▸ **ABOUT THIS EXERCISE**: Give back the material word for word, every line included.

▸ **RECORD EXCERPTS**:
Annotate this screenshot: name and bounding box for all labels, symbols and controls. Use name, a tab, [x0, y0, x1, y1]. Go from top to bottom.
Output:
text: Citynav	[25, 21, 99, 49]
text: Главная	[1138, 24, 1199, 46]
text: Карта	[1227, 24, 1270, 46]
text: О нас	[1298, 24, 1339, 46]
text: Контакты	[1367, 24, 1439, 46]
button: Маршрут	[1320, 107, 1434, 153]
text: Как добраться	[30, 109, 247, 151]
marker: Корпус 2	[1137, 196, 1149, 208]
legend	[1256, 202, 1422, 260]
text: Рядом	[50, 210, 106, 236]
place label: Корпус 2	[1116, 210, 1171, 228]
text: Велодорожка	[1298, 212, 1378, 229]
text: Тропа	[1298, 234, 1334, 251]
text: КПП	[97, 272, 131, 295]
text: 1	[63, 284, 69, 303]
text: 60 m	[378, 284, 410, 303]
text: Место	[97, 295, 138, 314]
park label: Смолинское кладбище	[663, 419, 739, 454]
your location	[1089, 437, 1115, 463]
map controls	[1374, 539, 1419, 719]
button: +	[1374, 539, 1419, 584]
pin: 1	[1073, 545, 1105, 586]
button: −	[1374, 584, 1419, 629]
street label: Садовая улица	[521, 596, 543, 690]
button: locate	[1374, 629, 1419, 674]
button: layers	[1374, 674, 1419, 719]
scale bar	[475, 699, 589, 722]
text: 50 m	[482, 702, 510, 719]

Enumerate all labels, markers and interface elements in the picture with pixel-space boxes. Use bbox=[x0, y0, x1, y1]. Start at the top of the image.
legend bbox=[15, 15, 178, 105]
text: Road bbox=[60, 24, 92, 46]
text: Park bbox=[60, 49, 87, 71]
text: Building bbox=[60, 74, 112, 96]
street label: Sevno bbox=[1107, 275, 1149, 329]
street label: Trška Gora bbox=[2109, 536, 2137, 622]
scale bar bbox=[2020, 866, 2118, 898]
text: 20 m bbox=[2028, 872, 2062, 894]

▸ **RESULT**:
Annotate this screenshot: name and bounding box for all labels, symbols and controls. Use name, a tab, [x0, y0, x1, y1]. Go from top to bottom.
Output:
text: Citynav	[25, 21, 99, 49]
text: Главная	[1138, 24, 1199, 46]
text: Карта	[1227, 24, 1270, 46]
text: О нас	[1298, 24, 1339, 46]
text: Контакты	[1367, 24, 1439, 46]
button: Маршрут	[1320, 107, 1434, 153]
text: Как добраться	[30, 109, 247, 151]
marker: Корпус 2	[1137, 196, 1149, 208]
legend	[1256, 202, 1422, 260]
text: Рядом	[50, 210, 106, 236]
place label: Корпус 2	[1116, 210, 1171, 228]
text: Велодорожка	[1298, 212, 1378, 229]
text: Тропа	[1298, 234, 1334, 251]
text: КПП	[97, 272, 131, 295]
text: 1	[63, 284, 69, 303]
text: 60 m	[378, 284, 410, 303]
text: Место	[97, 295, 138, 314]
park label: Смолинское кладбище	[663, 419, 739, 454]
your location	[1089, 437, 1115, 463]
map controls	[1374, 539, 1419, 719]
button: +	[1374, 539, 1419, 584]
pin: 1	[1073, 545, 1105, 586]
button: −	[1374, 584, 1419, 629]
street label: Садовая улица	[521, 596, 543, 690]
button: locate	[1374, 629, 1419, 674]
button: layers	[1374, 674, 1419, 719]
scale bar	[475, 699, 589, 722]
text: 50 m	[482, 702, 510, 719]

Enumerate all labels, markers and interface elements in the picture with pixel-space boxes. Use bbox=[x0, y0, x1, y1]. Start at the top of the image.
legend bbox=[15, 15, 178, 105]
text: Road bbox=[60, 24, 92, 46]
text: Park bbox=[60, 49, 87, 71]
text: Building bbox=[60, 74, 112, 96]
street label: Sevno bbox=[1107, 275, 1149, 329]
street label: Trška Gora bbox=[2109, 536, 2137, 622]
scale bar bbox=[2020, 866, 2118, 898]
text: 20 m bbox=[2028, 872, 2062, 894]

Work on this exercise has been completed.